In August 1989, his last year as a manager and three years after retiring as a player, Rose was penalized with permanent ineligibility from baseball amid accusations that he gambled on baseball games while he played for and managed the Reds; the charges of wrongdoing included claims that he bet on his own team. In 1991, the Baseball Hall of Fame formally voted to ban those on the "permanently ineligible" list from induction, after previously excluding such players by informal agreement among voters. After years of public denial, he admitted in 2004 that he had bet on baseball and on the Reds. The issue of his election to the Hall of Fame remains contentious throughout baseball. In 2025, he was posthumously reinstated and became eligible for the Hall of Fame.

==Early life==
Peter Edward Rose was born on April 14, 1941, in Cincinnati, Ohio, one of four children born to Harry Francis "Pete" Rose and LaVerne (née Bloebaum) Rose. Encouraged by his parents to participate in sports, Rose played baseball and football at Western Hills High School.

Although small for his age, Rose earned the starting running back position on his freshman football team due to his speed and agility. When he failed to make the varsity football team the following year, Rose was dejected and soon lost interest in his studies. He ended up repeating his sophomore year of high school because instead of going to summer school at his father's urging Rose played off-season summer baseball which helped him refine his skills and allowed him an extra year to mature physically.

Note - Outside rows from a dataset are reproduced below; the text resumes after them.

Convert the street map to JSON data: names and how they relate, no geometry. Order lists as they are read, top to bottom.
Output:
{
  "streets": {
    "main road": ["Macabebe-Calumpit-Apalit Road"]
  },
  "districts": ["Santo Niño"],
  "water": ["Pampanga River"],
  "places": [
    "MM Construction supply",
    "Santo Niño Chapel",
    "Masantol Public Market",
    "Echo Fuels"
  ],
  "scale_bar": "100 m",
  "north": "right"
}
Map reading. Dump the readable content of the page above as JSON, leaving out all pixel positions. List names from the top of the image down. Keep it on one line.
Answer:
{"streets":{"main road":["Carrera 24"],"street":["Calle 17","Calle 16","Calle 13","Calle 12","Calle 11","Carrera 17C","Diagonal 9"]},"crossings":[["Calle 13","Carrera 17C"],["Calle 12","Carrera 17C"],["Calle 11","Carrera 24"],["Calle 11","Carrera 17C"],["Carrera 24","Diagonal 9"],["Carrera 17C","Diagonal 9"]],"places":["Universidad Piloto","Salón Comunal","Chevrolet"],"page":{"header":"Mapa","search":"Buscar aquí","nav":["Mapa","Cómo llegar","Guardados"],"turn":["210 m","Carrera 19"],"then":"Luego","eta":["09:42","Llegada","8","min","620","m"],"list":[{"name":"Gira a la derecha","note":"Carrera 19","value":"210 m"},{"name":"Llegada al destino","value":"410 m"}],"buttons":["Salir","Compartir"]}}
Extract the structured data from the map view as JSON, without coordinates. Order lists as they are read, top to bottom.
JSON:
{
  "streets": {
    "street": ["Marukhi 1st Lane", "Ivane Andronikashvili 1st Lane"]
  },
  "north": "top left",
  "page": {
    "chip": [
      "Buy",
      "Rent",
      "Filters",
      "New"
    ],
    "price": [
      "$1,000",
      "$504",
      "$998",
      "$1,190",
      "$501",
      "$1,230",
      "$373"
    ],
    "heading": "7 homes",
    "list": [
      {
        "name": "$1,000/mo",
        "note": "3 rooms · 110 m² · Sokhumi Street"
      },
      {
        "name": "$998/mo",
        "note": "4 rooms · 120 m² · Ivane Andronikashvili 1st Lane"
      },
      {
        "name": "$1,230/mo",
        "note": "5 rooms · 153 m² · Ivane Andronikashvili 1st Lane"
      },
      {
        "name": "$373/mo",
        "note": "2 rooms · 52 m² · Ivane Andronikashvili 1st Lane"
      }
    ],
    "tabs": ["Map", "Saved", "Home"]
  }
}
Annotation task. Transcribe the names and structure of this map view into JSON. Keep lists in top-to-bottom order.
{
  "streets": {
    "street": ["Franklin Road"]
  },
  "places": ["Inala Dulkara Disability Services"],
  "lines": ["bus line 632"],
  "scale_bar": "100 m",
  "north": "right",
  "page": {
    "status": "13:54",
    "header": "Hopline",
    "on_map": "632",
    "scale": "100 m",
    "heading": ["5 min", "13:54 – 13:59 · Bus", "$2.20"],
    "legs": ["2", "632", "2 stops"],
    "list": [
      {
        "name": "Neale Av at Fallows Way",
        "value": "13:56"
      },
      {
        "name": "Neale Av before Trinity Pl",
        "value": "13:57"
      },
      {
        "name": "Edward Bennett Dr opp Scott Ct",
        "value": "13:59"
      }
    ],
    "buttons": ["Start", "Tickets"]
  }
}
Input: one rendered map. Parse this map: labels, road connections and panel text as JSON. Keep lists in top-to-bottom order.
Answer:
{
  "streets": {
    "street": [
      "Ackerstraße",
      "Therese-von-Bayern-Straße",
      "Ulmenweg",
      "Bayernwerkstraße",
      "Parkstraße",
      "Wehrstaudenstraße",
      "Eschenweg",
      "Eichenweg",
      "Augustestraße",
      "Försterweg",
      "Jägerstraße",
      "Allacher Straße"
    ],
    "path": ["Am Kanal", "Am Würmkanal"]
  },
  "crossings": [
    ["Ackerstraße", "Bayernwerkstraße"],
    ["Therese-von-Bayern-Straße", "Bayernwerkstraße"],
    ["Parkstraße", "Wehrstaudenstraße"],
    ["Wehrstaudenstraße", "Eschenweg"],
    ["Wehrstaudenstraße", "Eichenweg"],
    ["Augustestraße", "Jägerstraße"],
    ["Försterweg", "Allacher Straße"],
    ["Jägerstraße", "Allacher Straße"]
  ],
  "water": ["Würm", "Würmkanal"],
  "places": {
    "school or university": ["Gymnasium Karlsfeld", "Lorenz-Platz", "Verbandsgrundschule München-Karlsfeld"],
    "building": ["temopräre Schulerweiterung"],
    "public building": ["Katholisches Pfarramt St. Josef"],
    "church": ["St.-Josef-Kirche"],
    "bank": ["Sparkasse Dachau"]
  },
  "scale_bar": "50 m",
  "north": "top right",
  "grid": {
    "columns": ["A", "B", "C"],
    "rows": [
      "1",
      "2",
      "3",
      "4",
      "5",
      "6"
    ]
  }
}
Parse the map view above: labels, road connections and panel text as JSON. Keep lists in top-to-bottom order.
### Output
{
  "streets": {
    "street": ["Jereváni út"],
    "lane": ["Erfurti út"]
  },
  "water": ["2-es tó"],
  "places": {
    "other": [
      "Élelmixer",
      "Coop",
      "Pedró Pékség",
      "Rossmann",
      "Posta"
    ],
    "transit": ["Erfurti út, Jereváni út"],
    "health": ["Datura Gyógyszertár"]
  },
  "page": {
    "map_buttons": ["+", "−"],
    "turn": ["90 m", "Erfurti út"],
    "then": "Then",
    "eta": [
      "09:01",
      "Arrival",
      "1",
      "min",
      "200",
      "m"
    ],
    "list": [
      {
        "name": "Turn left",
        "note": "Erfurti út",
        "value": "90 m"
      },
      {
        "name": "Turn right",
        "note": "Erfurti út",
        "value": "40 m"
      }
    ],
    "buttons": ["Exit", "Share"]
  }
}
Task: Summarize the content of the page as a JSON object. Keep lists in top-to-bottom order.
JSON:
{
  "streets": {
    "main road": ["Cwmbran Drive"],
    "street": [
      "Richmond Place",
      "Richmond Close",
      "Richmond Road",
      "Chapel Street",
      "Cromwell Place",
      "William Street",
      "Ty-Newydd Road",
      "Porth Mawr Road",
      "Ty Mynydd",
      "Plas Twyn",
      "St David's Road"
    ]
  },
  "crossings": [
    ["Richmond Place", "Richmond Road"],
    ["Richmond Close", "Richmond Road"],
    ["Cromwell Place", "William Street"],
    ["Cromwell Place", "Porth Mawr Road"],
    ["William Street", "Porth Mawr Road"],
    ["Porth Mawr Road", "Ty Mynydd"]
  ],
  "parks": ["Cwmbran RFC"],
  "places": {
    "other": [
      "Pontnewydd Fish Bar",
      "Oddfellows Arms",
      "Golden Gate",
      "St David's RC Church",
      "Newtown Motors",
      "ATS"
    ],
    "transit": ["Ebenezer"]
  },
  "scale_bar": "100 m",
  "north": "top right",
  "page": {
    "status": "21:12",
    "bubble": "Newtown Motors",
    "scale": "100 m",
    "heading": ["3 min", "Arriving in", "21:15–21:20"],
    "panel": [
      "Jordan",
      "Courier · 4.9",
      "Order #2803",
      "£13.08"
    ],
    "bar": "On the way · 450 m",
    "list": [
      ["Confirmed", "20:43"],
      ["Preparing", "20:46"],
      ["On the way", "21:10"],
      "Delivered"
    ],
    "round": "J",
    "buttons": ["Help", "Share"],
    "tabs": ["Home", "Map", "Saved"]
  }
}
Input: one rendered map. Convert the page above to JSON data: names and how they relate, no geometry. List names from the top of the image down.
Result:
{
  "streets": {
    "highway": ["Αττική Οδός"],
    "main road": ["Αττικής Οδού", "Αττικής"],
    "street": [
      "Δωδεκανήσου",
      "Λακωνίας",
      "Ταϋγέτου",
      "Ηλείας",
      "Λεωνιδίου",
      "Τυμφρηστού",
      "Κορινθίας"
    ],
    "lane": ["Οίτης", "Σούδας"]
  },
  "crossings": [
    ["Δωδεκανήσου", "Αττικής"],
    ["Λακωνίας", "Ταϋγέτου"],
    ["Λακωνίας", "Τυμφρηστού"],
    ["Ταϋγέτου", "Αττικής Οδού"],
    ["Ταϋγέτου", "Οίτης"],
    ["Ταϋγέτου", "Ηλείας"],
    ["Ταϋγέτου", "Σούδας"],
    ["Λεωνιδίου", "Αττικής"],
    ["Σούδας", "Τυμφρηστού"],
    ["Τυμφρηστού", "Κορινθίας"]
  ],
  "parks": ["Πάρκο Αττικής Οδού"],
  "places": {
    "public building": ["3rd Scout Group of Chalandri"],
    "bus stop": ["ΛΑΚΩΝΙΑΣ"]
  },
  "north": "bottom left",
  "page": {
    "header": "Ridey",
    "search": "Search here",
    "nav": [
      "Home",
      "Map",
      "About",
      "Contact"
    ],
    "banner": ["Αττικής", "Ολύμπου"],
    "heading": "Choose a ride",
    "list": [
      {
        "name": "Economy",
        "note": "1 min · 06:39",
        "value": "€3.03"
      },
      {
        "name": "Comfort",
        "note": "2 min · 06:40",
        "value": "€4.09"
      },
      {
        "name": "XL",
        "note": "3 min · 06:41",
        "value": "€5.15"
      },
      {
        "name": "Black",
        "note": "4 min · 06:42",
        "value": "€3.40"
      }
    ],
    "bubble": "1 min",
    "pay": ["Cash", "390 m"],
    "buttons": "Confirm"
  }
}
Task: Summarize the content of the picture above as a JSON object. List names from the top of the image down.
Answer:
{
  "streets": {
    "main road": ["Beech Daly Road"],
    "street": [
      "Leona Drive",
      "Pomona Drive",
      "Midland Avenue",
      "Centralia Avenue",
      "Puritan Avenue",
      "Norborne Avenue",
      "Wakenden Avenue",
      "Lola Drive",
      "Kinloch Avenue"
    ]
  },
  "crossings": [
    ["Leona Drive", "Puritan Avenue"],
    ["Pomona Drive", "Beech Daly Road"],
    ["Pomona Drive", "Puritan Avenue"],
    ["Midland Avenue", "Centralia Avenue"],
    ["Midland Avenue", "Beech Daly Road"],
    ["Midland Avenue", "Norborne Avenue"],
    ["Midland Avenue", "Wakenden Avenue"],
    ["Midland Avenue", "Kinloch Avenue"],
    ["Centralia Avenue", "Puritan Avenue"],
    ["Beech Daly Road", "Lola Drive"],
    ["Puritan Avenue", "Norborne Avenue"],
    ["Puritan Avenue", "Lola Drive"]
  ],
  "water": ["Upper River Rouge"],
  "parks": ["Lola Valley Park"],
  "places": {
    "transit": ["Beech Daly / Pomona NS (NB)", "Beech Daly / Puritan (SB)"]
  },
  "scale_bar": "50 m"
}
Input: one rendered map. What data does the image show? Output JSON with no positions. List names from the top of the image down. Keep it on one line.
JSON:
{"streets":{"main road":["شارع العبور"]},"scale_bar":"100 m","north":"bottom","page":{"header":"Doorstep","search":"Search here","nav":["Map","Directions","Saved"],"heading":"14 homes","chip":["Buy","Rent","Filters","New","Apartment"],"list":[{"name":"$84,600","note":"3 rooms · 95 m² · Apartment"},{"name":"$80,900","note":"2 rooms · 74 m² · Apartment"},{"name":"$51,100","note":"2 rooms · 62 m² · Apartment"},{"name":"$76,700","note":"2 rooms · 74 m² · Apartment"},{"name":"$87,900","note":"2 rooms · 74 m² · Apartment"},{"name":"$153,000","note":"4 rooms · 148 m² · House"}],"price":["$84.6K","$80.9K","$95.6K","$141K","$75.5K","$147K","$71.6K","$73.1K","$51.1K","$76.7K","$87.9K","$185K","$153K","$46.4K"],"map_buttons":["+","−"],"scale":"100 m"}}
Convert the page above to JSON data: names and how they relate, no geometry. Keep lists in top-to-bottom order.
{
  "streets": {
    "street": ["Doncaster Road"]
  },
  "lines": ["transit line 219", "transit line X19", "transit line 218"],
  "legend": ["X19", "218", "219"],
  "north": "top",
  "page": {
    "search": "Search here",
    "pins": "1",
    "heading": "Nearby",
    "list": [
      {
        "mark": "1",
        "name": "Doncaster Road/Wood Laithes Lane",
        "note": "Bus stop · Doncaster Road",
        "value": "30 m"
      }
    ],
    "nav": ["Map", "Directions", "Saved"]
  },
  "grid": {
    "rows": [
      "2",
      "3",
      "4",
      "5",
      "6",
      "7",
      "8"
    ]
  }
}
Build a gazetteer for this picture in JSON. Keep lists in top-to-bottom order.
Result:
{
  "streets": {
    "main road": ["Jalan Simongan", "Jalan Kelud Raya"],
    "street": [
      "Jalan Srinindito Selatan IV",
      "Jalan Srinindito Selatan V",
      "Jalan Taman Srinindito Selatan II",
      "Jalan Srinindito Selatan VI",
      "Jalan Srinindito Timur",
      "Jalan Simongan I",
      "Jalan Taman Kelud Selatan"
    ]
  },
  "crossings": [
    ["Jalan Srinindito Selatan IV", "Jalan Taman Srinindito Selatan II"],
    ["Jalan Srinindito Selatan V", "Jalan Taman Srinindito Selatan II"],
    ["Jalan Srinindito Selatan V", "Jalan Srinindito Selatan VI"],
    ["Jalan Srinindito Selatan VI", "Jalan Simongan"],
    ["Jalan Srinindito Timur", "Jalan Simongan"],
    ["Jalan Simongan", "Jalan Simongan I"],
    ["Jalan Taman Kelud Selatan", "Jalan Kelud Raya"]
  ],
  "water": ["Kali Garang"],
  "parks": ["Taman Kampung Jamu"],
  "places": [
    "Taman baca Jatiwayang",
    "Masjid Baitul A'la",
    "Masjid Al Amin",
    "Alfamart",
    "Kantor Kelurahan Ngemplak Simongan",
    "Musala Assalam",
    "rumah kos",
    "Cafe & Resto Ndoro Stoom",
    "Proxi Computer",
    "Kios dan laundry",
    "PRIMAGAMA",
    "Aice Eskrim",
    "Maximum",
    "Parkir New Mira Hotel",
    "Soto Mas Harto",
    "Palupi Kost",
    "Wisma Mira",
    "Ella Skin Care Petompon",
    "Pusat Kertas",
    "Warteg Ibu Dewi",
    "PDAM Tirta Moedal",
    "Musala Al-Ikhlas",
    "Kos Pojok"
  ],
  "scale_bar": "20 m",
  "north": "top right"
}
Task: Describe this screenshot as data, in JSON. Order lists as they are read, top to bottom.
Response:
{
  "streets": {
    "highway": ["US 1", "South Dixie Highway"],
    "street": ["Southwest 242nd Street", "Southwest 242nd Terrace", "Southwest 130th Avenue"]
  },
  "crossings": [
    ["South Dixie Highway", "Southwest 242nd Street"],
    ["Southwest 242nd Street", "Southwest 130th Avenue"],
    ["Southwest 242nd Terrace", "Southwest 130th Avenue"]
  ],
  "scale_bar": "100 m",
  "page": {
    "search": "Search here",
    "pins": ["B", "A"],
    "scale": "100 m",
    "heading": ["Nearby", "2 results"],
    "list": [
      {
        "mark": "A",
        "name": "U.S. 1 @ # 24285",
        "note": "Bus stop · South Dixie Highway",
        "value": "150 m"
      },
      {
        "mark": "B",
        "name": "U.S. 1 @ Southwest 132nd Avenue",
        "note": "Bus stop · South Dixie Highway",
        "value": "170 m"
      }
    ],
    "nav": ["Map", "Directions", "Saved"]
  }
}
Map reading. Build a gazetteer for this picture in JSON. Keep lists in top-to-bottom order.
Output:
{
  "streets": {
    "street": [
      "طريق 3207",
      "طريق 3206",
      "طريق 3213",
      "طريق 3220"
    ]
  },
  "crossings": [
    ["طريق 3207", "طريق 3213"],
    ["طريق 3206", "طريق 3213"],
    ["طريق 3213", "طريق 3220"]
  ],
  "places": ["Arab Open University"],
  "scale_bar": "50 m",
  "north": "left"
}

When Rose finally reached his senior year, he had used up his four years of high school sports eligibility. In the spring of 1960, he played baseball in the Dayton Amateur League for a team sponsored by Frisch's Big Boy of Lebanon, Ohio. Rose demonstrated versatility by successfully playing the positions of catcher, second base, and shortstop and compiled an exceptional .626 batting average. Despite these impressive stats, this would have been the pinnacle of Rose's baseball career if not for the intervention of his maternal uncle, Buddy Bloebaum, a "bird dog" scout for the Cincinnati Reds. At Bloebaum's urging, the Reds, who had recently traded away a number of prospects who turned out to be very good, reluctantly decided to take a chance on the inexperienced but raw talented Rose. Upon his graduation from high school in 1960, he signed a professional contract for $7,000 (around $78,090.91 in 2026 adjusted for inflation). He played with the Macon Peaches, a minor league affiliate of the Cincinnati Reds, from 1962 to 1963.

==Professional career==
===Cincinnati Reds (1963–1978)===
====NL Rookie of the Year====
During a spring training game against the Chicago White Sox in 1963, the Reds' regular second baseman, Don Blasingame, pulled a groin muscle; Rose got his chance and made the most of it. During another spring training game against the New York Yankees, Whitey Ford gave Rose the derisive nickname "Charlie Hustle" after he sprinted to first base after drawing a walk. Rose adopted that insult as a badge of honor and his iconic trademark. In Ken Burns's documentary Baseball, Ford's teammate (and best friend) Mickey Mantle claimed that Ford gave Rose the nickname after Rose, playing in left field, made an effort to climb the fence to try to catch a Mantle home run that was about 100 feet over his head. According to Mantle, when he returned to the dugout, Ford said, "Hey, Mick, did you see ol' Charley Hustle out there trying to catch that ball?"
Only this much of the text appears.